World's largest searchable audio database soon

Sound waves A new database enabling visitors to search for spoken English ranging from people talking to their dogs to ministers addressing their congregation is being created at the Oxford University Phonetics Laboratory.

Professor John Coleman and his team are one of four teams to win the 'Digging into Data' competition set up to encourage imaginative, forward-thinking research using large-scale computing in Humanities.

The resulting database will contain a year's worth of spoken English and the project mining a year of speech will create the world's largest searchable database of spoken English sound recordings.

It will be a useful resource for anyone interested in spoken English not just phoneticians and linguists, but also many other kinds of people such as teachers of English language, social historians, and interested members of the public.

Professor Coleman said: "In a world where there's more multimedia than text, audio searching is becoming a vital technology: even Google is moving into it now. We will provide the data so that it is searchable, but we can't even begin to imagine the full range of questions about language that people will want to use it for."

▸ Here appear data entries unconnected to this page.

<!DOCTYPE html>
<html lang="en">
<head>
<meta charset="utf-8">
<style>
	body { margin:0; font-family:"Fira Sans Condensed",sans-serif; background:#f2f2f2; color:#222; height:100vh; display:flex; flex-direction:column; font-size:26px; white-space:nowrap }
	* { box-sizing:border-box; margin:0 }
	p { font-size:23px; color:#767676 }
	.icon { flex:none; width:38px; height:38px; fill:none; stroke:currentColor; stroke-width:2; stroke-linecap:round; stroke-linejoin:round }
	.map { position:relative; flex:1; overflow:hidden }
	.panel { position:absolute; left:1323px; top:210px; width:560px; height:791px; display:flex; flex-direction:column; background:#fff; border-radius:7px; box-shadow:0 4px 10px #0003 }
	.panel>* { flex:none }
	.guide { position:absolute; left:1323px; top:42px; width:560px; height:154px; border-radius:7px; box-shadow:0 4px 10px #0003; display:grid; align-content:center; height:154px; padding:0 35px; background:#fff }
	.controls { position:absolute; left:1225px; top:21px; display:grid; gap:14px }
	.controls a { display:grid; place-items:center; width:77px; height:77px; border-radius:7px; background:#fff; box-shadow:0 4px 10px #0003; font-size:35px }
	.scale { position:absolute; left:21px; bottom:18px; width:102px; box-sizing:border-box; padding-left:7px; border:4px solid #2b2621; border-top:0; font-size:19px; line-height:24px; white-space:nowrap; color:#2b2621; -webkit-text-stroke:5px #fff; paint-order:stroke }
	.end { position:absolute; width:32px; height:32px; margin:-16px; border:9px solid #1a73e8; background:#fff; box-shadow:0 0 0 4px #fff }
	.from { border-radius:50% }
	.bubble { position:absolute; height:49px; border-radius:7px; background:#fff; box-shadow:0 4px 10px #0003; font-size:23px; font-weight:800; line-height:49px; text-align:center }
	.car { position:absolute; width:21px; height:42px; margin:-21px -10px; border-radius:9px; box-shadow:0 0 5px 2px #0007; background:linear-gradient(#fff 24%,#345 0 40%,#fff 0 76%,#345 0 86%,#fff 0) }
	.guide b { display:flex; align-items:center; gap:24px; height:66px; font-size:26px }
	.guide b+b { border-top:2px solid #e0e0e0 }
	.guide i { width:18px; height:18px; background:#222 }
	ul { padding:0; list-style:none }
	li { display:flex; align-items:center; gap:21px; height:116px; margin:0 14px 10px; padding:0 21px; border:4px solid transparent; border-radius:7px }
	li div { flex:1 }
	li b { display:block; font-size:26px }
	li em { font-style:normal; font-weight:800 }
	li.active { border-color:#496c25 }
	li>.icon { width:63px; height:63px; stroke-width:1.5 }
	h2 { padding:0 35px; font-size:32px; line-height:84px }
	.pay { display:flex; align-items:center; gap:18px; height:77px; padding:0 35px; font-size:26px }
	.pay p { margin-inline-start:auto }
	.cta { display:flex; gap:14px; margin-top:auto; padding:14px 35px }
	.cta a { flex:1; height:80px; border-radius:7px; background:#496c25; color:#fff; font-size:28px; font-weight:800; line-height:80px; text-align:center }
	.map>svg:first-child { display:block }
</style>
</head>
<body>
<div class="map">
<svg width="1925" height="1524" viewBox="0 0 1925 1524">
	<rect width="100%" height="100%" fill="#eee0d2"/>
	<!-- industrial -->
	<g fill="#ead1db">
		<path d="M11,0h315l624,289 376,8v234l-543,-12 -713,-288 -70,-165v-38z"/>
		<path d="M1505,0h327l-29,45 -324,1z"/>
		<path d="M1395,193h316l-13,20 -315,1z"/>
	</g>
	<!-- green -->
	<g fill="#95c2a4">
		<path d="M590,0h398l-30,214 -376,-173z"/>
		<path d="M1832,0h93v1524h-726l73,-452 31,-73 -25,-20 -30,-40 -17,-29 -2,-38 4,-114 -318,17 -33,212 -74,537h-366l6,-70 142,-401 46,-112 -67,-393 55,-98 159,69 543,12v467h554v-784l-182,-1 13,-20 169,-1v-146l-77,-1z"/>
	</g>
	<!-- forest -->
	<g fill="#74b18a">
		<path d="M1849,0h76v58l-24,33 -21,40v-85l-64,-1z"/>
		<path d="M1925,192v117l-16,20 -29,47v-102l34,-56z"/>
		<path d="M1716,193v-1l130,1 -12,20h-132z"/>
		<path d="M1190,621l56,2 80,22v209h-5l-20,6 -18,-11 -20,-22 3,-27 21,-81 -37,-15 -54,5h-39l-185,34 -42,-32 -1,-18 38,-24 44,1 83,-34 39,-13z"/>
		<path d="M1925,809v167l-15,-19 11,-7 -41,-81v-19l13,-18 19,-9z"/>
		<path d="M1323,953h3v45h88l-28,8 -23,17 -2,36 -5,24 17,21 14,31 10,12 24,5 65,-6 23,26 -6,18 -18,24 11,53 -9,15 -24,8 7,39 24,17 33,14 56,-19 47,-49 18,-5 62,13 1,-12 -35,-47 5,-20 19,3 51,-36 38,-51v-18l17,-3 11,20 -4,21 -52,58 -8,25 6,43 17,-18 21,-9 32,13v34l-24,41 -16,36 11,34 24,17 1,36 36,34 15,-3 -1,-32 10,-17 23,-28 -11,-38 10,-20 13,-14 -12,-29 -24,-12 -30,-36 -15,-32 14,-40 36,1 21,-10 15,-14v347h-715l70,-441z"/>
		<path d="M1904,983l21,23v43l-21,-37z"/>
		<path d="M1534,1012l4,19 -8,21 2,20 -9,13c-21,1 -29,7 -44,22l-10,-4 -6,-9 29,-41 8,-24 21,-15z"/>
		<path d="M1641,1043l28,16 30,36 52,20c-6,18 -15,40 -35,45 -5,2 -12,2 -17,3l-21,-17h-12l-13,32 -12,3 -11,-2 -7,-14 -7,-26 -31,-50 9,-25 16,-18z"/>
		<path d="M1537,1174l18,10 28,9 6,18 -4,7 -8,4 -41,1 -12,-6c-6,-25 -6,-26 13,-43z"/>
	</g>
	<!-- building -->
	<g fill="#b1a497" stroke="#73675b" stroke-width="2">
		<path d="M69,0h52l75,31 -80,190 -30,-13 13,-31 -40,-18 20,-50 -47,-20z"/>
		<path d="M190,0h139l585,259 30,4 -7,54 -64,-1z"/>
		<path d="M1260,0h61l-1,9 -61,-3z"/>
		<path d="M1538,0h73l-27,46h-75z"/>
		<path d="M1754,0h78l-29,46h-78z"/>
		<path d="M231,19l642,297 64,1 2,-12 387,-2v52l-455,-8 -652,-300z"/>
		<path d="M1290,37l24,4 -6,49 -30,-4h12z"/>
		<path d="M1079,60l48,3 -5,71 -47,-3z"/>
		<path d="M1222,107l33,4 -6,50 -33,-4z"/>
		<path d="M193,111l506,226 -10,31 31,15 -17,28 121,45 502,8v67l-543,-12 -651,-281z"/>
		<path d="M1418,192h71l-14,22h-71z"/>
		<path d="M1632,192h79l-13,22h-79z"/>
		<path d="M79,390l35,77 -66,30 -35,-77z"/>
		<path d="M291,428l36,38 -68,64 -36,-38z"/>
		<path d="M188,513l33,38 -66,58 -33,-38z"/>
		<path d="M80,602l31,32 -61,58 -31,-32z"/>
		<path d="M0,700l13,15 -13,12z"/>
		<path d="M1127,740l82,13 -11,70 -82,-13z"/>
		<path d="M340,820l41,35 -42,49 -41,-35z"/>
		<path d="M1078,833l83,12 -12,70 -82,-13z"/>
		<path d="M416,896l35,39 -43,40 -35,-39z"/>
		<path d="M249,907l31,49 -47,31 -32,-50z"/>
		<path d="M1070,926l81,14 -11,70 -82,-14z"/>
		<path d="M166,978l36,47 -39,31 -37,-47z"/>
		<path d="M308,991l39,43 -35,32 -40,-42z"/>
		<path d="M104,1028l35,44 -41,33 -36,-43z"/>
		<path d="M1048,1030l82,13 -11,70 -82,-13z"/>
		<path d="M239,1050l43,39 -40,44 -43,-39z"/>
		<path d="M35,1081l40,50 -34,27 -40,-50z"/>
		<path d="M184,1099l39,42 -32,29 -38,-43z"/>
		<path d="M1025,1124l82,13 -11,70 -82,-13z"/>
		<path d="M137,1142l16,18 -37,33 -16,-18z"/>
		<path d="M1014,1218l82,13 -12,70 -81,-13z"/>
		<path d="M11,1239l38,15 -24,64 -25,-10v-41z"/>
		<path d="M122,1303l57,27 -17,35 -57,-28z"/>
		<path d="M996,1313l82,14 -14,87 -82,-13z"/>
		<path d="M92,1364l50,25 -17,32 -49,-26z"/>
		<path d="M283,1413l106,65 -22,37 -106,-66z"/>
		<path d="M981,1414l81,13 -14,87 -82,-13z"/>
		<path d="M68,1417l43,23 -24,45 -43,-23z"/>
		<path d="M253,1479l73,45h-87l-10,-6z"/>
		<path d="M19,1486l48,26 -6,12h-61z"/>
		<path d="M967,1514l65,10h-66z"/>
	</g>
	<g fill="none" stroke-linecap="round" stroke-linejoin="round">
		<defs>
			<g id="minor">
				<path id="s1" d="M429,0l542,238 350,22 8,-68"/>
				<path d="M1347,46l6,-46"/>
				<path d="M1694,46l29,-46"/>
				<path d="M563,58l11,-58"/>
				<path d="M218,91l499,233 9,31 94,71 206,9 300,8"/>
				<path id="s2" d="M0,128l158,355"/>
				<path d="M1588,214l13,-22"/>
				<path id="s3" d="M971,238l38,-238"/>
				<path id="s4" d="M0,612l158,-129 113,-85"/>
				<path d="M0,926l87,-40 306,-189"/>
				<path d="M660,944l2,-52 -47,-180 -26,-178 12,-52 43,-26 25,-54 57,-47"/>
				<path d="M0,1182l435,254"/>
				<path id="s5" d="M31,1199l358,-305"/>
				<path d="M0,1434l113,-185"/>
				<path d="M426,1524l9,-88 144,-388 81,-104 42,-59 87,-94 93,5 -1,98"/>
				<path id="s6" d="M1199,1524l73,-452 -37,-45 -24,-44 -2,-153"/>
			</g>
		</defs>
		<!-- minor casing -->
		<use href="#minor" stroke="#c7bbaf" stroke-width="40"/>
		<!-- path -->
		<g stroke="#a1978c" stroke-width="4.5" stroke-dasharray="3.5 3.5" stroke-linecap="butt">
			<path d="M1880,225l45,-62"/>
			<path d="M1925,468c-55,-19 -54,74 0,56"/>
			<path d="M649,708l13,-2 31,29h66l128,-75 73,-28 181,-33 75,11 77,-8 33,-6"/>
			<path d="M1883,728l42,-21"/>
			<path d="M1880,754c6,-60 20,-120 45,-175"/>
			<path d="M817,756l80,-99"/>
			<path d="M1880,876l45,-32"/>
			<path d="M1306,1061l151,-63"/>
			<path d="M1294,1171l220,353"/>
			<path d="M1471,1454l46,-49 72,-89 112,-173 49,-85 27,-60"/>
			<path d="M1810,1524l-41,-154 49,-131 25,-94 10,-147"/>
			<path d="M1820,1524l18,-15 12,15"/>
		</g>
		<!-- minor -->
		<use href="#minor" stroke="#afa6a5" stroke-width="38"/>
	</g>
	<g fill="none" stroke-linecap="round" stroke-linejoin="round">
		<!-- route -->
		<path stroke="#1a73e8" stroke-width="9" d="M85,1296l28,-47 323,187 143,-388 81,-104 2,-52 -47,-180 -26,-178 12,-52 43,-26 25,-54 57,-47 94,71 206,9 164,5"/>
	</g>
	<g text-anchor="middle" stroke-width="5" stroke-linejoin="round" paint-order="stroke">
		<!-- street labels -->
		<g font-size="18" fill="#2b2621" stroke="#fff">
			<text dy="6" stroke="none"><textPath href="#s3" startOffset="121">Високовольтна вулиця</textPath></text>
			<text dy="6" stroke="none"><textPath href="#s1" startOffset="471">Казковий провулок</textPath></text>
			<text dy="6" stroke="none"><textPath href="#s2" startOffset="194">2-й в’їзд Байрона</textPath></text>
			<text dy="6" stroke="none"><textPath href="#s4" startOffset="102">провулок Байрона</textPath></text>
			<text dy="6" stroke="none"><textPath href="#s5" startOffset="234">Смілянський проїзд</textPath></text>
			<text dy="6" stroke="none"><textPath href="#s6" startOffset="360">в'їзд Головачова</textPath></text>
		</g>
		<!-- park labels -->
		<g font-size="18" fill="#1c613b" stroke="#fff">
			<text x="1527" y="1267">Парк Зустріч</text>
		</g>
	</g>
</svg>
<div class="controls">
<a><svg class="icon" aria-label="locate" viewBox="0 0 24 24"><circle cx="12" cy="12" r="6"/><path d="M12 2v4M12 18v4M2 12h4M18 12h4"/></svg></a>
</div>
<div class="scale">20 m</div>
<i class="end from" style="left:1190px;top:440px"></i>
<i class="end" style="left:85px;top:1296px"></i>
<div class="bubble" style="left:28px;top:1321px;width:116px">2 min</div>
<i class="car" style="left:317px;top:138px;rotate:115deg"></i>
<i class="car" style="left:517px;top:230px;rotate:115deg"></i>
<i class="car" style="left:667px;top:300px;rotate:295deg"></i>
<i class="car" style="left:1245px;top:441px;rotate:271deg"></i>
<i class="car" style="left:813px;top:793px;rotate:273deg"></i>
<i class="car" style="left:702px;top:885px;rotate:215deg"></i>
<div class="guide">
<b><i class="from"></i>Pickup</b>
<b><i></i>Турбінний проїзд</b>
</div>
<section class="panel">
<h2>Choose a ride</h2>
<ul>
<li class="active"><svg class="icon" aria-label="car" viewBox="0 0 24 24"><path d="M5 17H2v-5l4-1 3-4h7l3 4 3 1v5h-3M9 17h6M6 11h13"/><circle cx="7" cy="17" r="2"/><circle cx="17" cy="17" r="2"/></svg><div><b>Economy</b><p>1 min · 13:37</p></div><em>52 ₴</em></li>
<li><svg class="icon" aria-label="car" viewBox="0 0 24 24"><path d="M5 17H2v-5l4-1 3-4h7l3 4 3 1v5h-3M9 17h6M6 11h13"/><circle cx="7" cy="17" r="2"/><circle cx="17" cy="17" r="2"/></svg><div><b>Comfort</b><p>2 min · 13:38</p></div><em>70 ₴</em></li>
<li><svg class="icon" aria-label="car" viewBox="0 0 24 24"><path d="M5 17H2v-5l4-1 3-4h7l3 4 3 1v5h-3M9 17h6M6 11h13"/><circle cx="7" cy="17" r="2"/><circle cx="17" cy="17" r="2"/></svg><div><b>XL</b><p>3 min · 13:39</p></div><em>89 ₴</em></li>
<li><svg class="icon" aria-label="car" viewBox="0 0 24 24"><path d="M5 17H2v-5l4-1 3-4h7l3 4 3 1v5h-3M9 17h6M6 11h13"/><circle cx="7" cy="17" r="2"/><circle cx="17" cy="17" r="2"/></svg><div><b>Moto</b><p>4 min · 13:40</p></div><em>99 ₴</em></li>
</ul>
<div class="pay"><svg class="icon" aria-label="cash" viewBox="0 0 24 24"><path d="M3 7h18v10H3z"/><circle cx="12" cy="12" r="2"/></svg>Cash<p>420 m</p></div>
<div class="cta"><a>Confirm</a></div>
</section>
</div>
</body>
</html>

The team will work in partnership with Lou Burnard (Oxford University Computing Services), professor Mark Liberman and colleagues from the University of Pennsylvania and the British Library Sound Archive.

While the American side of the partnership will work on sound recordings in the Linguistic Data Consortium at Penn, the English team will prepare and release the four million word spoken part of British National Corpus, the largest set of recordings of 'language in the wild' ever made.

Although the BNC was transcribed and published electronically many years ago, the speech recordings that accompany it have not previously been released, apart from a small sample.

It is almost unique among speech archives in that it captured huge quantities of unscripted, colloquial speech recorded by hundreds of volunteers across the country as they went about their daily lives. Professor Coleman said: "If the word 'phonetics' makes you think of elocution teachers, then think again.

"For at least a century, the scientific study of speech has sat right on the borderline of the arts and sciences, and our team is no stranger to developing cutting-edge computational technology for the analysis of spoken language."

If this collection of sound recordings were to be played end-to-end, it would take over a year of continuous listening to find what was being searched for.

Professor Coleman and professor Liberman's project will use a variant of automatic speech recognition technology to label every word and every vowel and consonant in the recordings, and a demonstration search engine so that enquirers can rapidly find examples of the bits of spoken English they are looking for.

For example, someone interested in history might want to ask for the recording where George Bush said 'Read my lips', someone learning English might want to hear how 'misled' is pronounced, or an English pronunciation specialist might be interested in how many people pronounce 'schism' with an initial 's', and how many with an initial 'sh'.

It takes a trained phonetician around 10 minutes to label each word in one minute of speech, and about 100 minutes to label every vowel and consonant; so it would take over 100 years work to label such a vast database by hand.

But as all of the material in the database already has a corresponding written transcript, professor Coleman and Professor Libermans teams will use speech recognition technology to index the 'year of speech' in under 15 months.